The Buzz

The Espresso Martini: Still All That and a Bag of Chips

This ’90s favorite is back. (Or did it ever really leave?)

By Allecia Vermillion November 12, 2021

Local bartenders lean on infusions, liqueurs, and sometimes even a shot of actual espresso. Photographs by Amber Fouts.

Chris Elford grips an icy cocktail shaker and applies the full force of his bartender torque, with even more zeal than usual. All that hard work produces a drink shaded a pearly brown reminiscent of a root beer float. He pours it into a coupe, then tops the cap of froth with three carefully placed coffee beans. His creation should be the cocktail equivalent of kicking up your Skechers to watch a Friends episode while crushing an Arch Deluxe.

“It drinks more old-school than it is,” he says of this espresso martini that’s a heavy seller at Trade Winds Tavern, the Belltown bar that Elford and his business partner, Anu Apte, revamped to resemble a 1980s basement rec room. The Big Buck Hunter game and Sonics memorabilia blink their own form of nostalgia, but the espresso martini is powered by memories of the 1990s.

Media to the east has chronicled the cocktail’s comeback for a while now. The New York Times deemed it “everywhere” this summer, and the zeitgeist prompted follow-up stories about how much bartenders hate making it. Pulling an espresso shot is a laborious interlude in a busy night of service; the combo of hot coffee and cold ice can make a cocktail shaker pop its top at inopportune, potentially messy moments.

Seattle participated in the espresso martini’s heyday 30 years ago. How could we not? It was the era when our city asserted its coffee dominance, and joined the vanguard of a craft cocktail movement. “Is anybody really ready for the Seattle Espresso Martini?” The Seattle Times marveled in a 1997 writeup of Tini Bigs, the then-new bar specializing in oversize libations. (Their 10-ounce version also sported that classic three-bean garnish.) The drink’s origins date back to the late 1980s and a British bartender named Dick Bradsell.
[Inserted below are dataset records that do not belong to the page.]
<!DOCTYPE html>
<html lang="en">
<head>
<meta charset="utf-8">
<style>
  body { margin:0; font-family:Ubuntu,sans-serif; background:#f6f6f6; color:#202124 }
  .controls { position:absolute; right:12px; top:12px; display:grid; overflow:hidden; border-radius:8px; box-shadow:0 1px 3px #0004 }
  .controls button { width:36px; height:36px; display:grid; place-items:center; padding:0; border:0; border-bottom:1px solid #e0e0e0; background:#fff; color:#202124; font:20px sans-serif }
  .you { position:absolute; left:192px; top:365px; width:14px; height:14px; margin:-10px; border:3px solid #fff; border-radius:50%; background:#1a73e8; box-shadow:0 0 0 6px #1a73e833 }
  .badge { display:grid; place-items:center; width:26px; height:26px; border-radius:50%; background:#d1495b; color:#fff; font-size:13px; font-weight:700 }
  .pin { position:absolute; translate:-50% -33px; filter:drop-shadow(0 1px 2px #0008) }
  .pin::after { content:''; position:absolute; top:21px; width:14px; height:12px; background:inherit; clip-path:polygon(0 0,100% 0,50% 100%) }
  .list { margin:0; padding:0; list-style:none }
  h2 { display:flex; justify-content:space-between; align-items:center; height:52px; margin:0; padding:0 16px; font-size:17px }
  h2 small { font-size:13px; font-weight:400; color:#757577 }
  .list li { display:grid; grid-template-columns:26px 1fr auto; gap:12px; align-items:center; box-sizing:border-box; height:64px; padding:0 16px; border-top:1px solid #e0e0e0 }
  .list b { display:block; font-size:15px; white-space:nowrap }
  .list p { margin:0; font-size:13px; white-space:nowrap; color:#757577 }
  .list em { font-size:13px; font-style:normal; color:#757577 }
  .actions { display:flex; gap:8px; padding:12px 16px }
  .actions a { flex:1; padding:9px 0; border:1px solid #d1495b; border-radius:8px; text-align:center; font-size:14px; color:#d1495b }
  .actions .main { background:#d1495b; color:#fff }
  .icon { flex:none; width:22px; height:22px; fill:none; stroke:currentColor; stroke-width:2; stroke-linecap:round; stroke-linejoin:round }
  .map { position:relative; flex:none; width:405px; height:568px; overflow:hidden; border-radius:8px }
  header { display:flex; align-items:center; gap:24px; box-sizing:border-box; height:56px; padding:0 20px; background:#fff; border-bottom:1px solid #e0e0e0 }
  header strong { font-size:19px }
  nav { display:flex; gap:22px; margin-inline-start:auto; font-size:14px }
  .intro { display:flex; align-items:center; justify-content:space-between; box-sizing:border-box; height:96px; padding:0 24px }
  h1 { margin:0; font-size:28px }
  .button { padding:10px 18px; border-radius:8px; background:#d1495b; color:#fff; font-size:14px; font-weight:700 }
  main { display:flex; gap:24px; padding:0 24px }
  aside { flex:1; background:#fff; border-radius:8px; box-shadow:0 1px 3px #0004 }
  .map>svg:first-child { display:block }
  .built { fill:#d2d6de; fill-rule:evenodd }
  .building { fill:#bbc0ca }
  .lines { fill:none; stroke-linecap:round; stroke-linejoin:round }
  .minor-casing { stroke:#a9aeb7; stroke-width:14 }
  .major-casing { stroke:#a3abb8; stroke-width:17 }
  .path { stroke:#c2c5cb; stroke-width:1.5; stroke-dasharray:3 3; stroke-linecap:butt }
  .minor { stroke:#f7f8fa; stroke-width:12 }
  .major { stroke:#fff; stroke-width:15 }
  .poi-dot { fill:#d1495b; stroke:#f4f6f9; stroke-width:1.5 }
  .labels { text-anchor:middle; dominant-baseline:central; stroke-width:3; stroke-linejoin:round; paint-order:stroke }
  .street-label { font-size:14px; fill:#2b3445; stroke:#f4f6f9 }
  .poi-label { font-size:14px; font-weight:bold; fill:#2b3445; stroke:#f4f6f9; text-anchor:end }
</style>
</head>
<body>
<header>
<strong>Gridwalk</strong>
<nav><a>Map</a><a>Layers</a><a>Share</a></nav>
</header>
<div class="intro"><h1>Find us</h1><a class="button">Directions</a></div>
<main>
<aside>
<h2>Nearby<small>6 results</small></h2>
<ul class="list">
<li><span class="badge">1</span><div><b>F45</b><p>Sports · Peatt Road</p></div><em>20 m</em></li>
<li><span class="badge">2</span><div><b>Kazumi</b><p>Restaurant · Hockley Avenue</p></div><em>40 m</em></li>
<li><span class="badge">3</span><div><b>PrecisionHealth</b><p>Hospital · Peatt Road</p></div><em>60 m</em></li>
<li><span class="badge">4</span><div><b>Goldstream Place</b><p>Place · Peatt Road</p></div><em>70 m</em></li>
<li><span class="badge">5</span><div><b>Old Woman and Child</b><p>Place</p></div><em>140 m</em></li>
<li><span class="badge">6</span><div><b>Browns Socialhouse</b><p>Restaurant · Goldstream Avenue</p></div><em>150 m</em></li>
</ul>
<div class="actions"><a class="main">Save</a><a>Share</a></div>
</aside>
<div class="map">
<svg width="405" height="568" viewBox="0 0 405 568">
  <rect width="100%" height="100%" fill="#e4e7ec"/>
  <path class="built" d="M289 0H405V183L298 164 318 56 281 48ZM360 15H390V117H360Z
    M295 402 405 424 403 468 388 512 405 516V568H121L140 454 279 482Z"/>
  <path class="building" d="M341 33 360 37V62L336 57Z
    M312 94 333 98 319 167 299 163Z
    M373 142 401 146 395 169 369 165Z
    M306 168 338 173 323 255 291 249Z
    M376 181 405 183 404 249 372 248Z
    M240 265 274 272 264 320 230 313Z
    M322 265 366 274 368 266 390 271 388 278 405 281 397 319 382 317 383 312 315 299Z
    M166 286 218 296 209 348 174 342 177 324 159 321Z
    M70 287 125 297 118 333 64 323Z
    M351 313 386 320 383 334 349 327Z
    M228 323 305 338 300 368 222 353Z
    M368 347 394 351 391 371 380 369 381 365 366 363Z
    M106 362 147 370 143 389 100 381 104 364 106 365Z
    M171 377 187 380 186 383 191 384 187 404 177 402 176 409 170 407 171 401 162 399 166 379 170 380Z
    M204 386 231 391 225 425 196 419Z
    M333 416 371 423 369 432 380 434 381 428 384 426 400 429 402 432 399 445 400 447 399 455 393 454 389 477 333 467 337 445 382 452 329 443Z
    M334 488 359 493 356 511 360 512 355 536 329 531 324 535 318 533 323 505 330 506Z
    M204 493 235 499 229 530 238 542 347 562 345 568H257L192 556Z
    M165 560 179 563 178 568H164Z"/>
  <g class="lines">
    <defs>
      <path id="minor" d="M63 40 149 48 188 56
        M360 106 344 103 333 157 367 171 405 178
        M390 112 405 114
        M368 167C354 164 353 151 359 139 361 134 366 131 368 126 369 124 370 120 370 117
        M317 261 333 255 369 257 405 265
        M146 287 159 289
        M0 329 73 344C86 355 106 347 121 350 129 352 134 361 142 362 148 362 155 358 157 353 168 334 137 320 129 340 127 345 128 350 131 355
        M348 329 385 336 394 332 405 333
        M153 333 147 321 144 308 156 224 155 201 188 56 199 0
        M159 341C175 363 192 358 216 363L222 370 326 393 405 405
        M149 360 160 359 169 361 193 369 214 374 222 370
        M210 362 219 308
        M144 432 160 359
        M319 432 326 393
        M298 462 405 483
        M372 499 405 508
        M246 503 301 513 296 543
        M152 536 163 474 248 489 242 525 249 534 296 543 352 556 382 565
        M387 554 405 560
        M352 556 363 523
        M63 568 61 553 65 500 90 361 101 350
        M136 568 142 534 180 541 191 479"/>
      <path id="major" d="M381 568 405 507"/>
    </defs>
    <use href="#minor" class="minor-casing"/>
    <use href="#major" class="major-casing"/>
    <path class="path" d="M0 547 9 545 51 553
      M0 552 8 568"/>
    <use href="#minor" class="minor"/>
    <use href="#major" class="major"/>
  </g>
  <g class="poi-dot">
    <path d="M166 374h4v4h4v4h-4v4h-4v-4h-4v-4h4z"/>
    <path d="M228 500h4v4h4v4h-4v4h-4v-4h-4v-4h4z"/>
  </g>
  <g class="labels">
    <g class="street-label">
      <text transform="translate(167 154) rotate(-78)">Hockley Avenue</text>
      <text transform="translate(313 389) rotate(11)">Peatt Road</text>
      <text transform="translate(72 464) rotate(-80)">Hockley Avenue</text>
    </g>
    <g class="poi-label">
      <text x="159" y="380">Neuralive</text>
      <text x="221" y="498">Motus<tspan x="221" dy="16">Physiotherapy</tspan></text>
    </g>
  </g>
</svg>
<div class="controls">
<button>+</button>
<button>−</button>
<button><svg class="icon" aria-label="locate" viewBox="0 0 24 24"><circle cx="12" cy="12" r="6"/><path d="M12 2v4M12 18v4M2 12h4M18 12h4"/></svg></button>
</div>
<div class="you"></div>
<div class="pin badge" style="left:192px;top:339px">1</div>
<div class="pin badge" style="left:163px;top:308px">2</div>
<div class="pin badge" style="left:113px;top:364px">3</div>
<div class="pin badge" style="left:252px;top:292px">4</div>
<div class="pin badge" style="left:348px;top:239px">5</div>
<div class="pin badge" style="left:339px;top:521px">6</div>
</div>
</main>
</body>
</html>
As he tells it, a model approached him one night to ask, “can you make me a drink that will wake me up, and then fuck me up?”

Now, it seems, we’re participating again. Customers at Linda Derschang’s Oddfellows request the drink in droves, even though it’s not on the menu. The popularity reminds Derschang of the drink’s first go-round in the late ’90s, when she owned the Capitol Club on Pine—“we sold a million cosmos and espresso martinis.” These days, her all-day cafe pulls shots of Caffe Vita to order. The result has a satisfying cap of foam does pack the round richness—and deep, dark hue—of an actual midday espresso.

Down the hill, Pho Bac’s new cocktail hideaway, Phocific Standard Time, serves an aquavit-shaken ode to ca phe trung, Vietnam’s sweet, but pistol-packing egg cream coffee. At Roquette, a low-lit and highly legit Belltown cocktail bar, owner Erik Hakkinen played around with all sorts of coffee drinks, from “dark and brooding” to tropical riffs with passionfruit or pineapple. He found customers prefer a straight-up espresso martini—“We probably sold 30 of them last night.”

Artusi bar manager Tahlia Bolden infuses vodka with Herkimer coffee beans.

Image: Amber Fouts

Roquette’s version achieves coffee’s smooth bombast via a cold brew liqueur from Australia called Mr. Black. Its arrival in the U.S. a few years ago might have fueled the espresso martini’s return. Or at least freed bartenders from being shackled to an espresso machine. Elford’s version at Trade Winds uses this too—“we order it by the case”—with a bit of condensed milk and plain old drip. (Mr. Black, for what it’s worth, is tasty enough to drink straight, over ice.)

In other words, Seattle is participating in the espresso martini’s renaissance with very little actual espresso.

Spinasse and its next-door aperitivi bar Artusi each has its own espresso martini recipe—fitting given their Italian bona fides. New bar manger Tahlia Bolden infuses vodka with Herkimer coffee beans to make Artusi’s version. In her experience, “hot espresso melts your ice, so the drink gets watered down” in the shaker. Spinasse’s recipe uses cold brew.

“Every night there are espresso martinis coming out” at both spots, says Bolden. But after 11 years working in Seattle, she questions whether the drink has resurged—or whether it never actually left. “I feel like every bar does an espresso martini here.”

At Dreamland Bar and Diner in Fremont, manager Cera Grindstaff doesn’t have one on the official menu, but serves plenty without using an espresso machine. Dreamland makes its version with Absolut vanilla, cold brew concentrate, and Borghetti, an Italian espresso liqueur from the same company as another bartender favorite, Fernet. Orders have spiked so much this past year, Grindstaff wants to streamline the process even more: “I’m actually noodling on putting an espresso martini on nitro.”